◆ Exercise prompt ◆
Word for word, transcribe the lines below and drop the pictures.

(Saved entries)
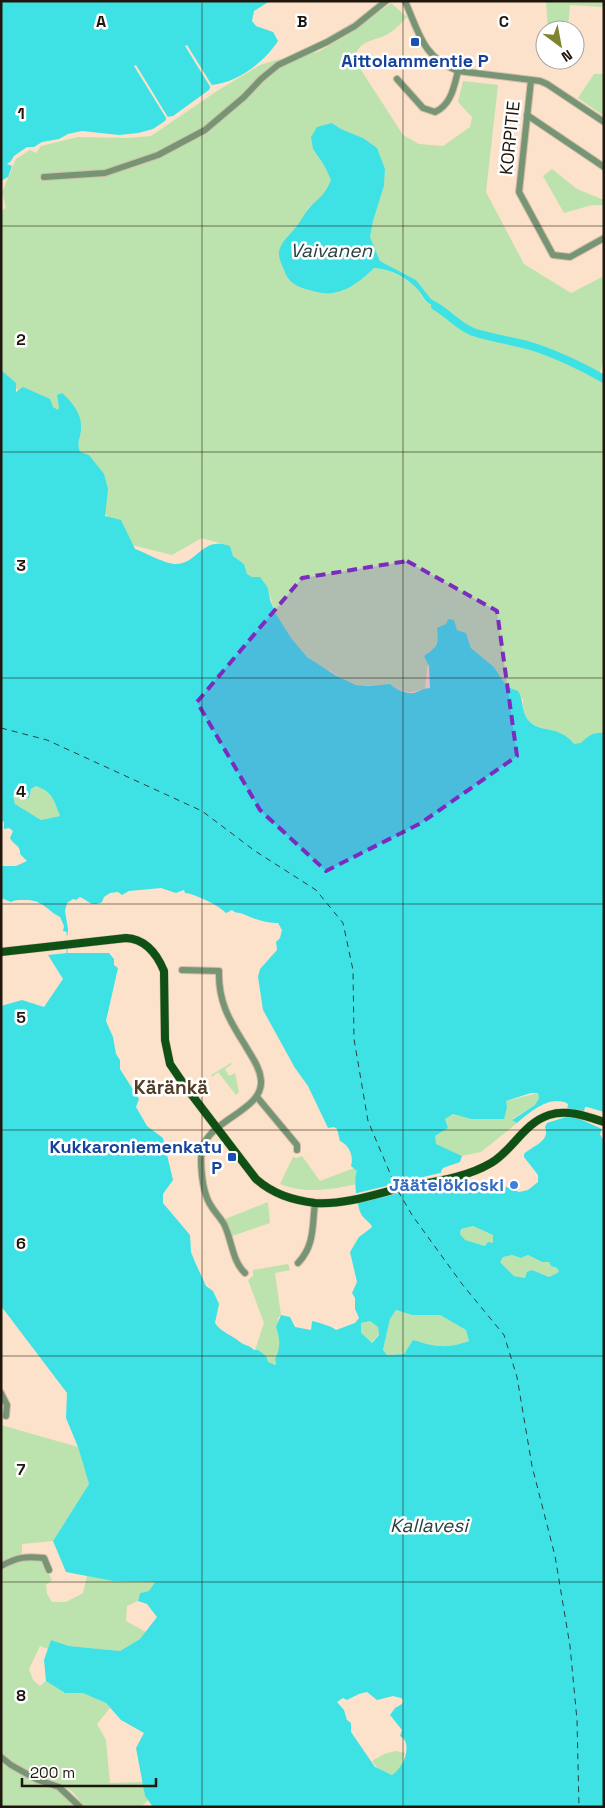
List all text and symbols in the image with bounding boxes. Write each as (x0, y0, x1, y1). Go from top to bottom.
text: A (96, 11, 106, 32)
text: B (297, 11, 307, 32)
text: C (499, 11, 509, 32)
north arrow (535, 20, 585, 70)
marker: Aittolammentie P (409, 36, 421, 48)
text: N (558, 46, 576, 66)
place label: Aittolammentie P (341, 49, 489, 72)
street label: KORPITIE (494, 100, 525, 176)
text: 1 (17, 103, 25, 124)
water label: Vaivanen (290, 238, 372, 263)
text: 2 (16, 329, 26, 350)
text: 3 (16, 555, 26, 576)
text: 4 (16, 781, 26, 802)
text: 5 (16, 1007, 26, 1028)
district label: Käränkä (134, 1075, 208, 1100)
place label: Kukkaroniemenkatu P (49, 1135, 222, 1179)
marker: Kukkaroniemenkatu P (226, 1151, 238, 1163)
place label: Jäätelökioski (389, 1173, 504, 1196)
marker: Jäätelökioski (508, 1179, 520, 1191)
text: 6 (16, 1233, 26, 1254)
text: 7 (17, 1459, 26, 1480)
water label: Kallavesi (390, 1513, 470, 1538)
text: 8 (16, 1685, 26, 1706)
scale bar (22, 1756, 156, 1788)
text: 200 m (30, 1763, 75, 1782)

◆ Written answer ◆
List all text and symbols in the image with bounding boxes. Write each as (x0, y0, x1, y1). Go from top to bottom.
text: A (96, 11, 106, 32)
text: B (297, 11, 307, 32)
text: C (499, 11, 509, 32)
north arrow (535, 20, 585, 70)
marker: Aittolammentie P (409, 36, 421, 48)
text: N (558, 46, 576, 66)
place label: Aittolammentie P (341, 49, 489, 72)
street label: KORPITIE (494, 100, 525, 176)
text: 1 (17, 103, 25, 124)
water label: Vaivanen (290, 238, 372, 263)
text: 2 (16, 329, 26, 350)
text: 3 (16, 555, 26, 576)
text: 4 (16, 781, 26, 802)
text: 5 (16, 1007, 26, 1028)
district label: Käränkä (134, 1075, 208, 1100)
place label: Kukkaroniemenkatu P (49, 1135, 222, 1179)
marker: Kukkaroniemenkatu P (226, 1151, 238, 1163)
place label: Jäätelökioski (389, 1173, 504, 1196)
marker: Jäätelökioski (508, 1179, 520, 1191)
text: 6 (16, 1233, 26, 1254)
text: 7 (17, 1459, 26, 1480)
water label: Kallavesi (390, 1513, 470, 1538)
text: 8 (16, 1685, 26, 1706)
scale bar (22, 1756, 156, 1788)
text: 200 m (30, 1763, 75, 1782)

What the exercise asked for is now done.